Posted by on Thursday, January 24, 2019 in Uncategorized.

Jan. 17, 2019, 10:15 AM

by Leigh MacMillan

(iStock)
(iStock)

In the developing pancreas, seemingly equivalent progenitor cells differentiate into the four types of hormone-positive islet cells: alpha, beta, gamma and delta. Insulin-secreting beta cells are destroyed in type 1 diabetes, and understanding how beta cells develop could lead to new cellular or regenerative therapeutic strategies for diabetes.

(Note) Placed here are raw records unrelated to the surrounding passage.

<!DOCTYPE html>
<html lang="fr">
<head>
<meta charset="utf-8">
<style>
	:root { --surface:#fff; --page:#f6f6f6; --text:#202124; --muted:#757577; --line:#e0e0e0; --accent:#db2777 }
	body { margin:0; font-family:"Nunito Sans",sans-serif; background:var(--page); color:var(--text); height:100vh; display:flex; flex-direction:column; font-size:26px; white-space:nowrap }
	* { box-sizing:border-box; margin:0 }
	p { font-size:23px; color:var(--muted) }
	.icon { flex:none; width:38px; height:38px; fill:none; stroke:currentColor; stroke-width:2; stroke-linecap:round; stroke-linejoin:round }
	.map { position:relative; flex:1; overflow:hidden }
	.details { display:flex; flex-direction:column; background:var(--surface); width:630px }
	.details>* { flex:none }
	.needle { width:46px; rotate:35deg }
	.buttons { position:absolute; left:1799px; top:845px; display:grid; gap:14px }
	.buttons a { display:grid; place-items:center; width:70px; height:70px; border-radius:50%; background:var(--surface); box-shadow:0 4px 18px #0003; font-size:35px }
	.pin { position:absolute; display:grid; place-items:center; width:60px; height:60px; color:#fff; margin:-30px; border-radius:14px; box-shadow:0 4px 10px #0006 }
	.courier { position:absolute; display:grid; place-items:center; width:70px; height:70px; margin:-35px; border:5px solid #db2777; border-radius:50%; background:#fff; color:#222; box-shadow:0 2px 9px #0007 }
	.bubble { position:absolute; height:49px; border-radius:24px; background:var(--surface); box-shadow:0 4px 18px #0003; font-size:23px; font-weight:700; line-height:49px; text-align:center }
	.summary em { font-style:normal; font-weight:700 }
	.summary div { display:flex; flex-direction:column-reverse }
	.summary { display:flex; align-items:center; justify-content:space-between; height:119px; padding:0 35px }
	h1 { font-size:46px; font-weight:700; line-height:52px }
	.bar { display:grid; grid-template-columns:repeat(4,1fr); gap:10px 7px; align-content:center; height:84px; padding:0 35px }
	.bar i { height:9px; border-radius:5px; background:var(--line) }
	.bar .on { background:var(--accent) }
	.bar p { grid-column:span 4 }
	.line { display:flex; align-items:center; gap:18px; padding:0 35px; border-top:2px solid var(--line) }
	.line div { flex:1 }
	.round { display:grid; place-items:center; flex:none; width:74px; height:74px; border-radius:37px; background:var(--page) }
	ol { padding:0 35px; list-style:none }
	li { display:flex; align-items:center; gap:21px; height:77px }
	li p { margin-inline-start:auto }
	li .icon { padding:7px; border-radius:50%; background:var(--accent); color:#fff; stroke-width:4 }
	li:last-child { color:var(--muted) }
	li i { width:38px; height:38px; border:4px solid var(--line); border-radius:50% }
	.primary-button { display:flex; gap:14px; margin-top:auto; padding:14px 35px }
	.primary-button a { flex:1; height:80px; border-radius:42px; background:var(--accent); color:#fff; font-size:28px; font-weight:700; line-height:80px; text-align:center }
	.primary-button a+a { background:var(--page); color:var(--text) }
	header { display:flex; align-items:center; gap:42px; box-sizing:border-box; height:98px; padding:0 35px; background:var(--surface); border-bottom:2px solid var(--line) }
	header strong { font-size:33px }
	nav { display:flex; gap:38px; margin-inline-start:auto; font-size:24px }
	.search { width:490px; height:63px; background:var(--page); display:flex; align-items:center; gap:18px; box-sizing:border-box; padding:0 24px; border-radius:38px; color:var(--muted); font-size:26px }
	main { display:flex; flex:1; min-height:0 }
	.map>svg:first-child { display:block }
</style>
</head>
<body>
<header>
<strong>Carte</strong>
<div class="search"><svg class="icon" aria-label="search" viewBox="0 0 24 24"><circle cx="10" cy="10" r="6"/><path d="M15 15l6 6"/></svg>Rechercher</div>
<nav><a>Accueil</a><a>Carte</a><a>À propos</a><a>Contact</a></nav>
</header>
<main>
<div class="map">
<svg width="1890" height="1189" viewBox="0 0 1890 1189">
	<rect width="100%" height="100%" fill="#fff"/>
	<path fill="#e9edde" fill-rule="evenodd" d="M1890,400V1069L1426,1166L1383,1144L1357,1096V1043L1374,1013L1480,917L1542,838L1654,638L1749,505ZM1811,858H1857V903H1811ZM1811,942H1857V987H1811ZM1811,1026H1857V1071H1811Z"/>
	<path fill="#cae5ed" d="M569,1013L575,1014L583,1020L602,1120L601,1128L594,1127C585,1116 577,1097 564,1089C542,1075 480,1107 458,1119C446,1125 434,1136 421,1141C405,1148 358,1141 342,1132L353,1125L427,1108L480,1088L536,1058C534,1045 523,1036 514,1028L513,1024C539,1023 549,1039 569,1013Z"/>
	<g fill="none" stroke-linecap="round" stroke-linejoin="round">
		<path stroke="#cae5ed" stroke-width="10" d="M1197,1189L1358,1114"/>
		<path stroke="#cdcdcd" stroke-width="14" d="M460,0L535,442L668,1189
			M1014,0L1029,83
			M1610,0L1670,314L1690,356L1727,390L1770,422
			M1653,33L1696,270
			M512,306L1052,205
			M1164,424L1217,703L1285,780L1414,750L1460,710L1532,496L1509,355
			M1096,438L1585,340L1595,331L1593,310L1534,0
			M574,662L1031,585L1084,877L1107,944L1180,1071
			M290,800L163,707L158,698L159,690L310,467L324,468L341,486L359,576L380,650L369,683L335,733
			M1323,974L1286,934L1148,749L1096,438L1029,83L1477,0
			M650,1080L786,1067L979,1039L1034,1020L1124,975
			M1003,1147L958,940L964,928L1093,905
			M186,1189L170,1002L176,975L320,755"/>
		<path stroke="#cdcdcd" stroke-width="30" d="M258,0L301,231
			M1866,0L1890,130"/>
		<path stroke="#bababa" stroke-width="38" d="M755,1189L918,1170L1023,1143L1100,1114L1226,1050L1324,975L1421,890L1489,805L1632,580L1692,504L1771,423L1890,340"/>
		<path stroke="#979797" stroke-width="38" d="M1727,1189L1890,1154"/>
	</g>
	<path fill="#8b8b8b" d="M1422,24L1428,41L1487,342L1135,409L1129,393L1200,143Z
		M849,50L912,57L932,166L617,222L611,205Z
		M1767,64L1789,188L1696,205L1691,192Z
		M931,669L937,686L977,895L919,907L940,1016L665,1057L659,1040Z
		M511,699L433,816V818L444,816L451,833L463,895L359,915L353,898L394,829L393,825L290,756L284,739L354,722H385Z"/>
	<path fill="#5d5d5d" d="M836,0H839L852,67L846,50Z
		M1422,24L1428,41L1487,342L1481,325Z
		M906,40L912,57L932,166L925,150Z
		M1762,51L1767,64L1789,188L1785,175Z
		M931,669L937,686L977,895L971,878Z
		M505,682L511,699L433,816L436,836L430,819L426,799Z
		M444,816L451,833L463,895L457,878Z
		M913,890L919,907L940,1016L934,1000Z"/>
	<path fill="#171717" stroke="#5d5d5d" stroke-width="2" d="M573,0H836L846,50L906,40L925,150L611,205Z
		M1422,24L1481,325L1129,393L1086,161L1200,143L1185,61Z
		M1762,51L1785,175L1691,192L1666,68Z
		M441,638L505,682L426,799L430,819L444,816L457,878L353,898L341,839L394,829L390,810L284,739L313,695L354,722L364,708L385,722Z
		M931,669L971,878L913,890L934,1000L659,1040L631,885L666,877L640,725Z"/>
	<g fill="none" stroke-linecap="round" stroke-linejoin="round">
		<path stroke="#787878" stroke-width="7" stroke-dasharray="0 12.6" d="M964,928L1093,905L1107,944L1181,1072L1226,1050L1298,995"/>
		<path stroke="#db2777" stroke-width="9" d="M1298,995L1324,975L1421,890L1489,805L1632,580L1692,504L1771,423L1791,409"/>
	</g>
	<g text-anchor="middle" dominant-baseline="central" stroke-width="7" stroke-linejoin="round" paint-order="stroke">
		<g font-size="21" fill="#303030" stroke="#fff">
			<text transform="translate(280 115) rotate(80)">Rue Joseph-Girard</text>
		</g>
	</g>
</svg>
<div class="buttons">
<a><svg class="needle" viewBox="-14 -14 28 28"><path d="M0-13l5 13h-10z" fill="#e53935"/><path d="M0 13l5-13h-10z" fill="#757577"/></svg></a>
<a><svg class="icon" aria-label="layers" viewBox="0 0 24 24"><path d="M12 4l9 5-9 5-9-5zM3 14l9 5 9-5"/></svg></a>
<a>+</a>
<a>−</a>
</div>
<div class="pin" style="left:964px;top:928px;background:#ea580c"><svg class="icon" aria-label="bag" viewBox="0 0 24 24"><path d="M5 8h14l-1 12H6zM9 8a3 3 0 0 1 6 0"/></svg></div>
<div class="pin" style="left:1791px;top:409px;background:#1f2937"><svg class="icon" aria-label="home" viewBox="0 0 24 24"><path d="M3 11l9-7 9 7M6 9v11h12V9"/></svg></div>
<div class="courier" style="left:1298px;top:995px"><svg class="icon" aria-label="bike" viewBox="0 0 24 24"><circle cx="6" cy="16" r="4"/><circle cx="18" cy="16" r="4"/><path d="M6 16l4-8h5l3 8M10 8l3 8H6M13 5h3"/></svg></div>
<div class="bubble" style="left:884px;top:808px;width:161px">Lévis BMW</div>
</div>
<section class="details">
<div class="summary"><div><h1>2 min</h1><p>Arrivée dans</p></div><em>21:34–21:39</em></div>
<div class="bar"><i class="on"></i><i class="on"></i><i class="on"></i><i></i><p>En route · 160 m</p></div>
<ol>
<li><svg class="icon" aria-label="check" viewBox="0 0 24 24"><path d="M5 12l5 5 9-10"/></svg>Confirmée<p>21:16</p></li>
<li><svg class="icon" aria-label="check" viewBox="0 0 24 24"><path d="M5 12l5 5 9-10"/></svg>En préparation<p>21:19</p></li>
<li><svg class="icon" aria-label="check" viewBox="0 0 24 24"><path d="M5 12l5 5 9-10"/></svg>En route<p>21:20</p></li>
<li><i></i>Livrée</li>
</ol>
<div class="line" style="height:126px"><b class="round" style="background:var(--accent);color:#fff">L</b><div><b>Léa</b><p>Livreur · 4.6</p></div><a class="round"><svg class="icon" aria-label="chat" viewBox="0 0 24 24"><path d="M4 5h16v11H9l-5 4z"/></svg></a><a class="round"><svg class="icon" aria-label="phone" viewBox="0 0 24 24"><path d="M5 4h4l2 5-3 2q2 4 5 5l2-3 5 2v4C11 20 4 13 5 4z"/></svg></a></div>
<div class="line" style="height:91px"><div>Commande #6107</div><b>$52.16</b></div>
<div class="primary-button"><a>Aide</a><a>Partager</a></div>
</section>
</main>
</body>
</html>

Ken Lau, PhD, Guoqiang Gu, PhD, and colleagues have now discovered that epigenetic “marks” on the DNA promoters of specific genes bias certain pancreatic progenitor cells toward maturing into different endocrine cell types.

The investigators used single-cell RNA sequencing, trajectory analysis and combinatorial lineage tracing to define the transcriptional and epigenetic states of pancreatic progenitor cells. They found that progenitor cells co-expressing the genes Neurog3 and Myt1 have higher levels of methylation (an epigenetic mark) in the Arx gene promoter, which drives them to become insulin-producing beta cells.

The findings, reported in Developmental Cell, demonstrate that promoter methylation is the earliest mark that distinguishes pancreatic progenitor cell identity.

This research was supported by grants from the National Institutes of Health (DK065949, DK103831, CA095103, MD007586).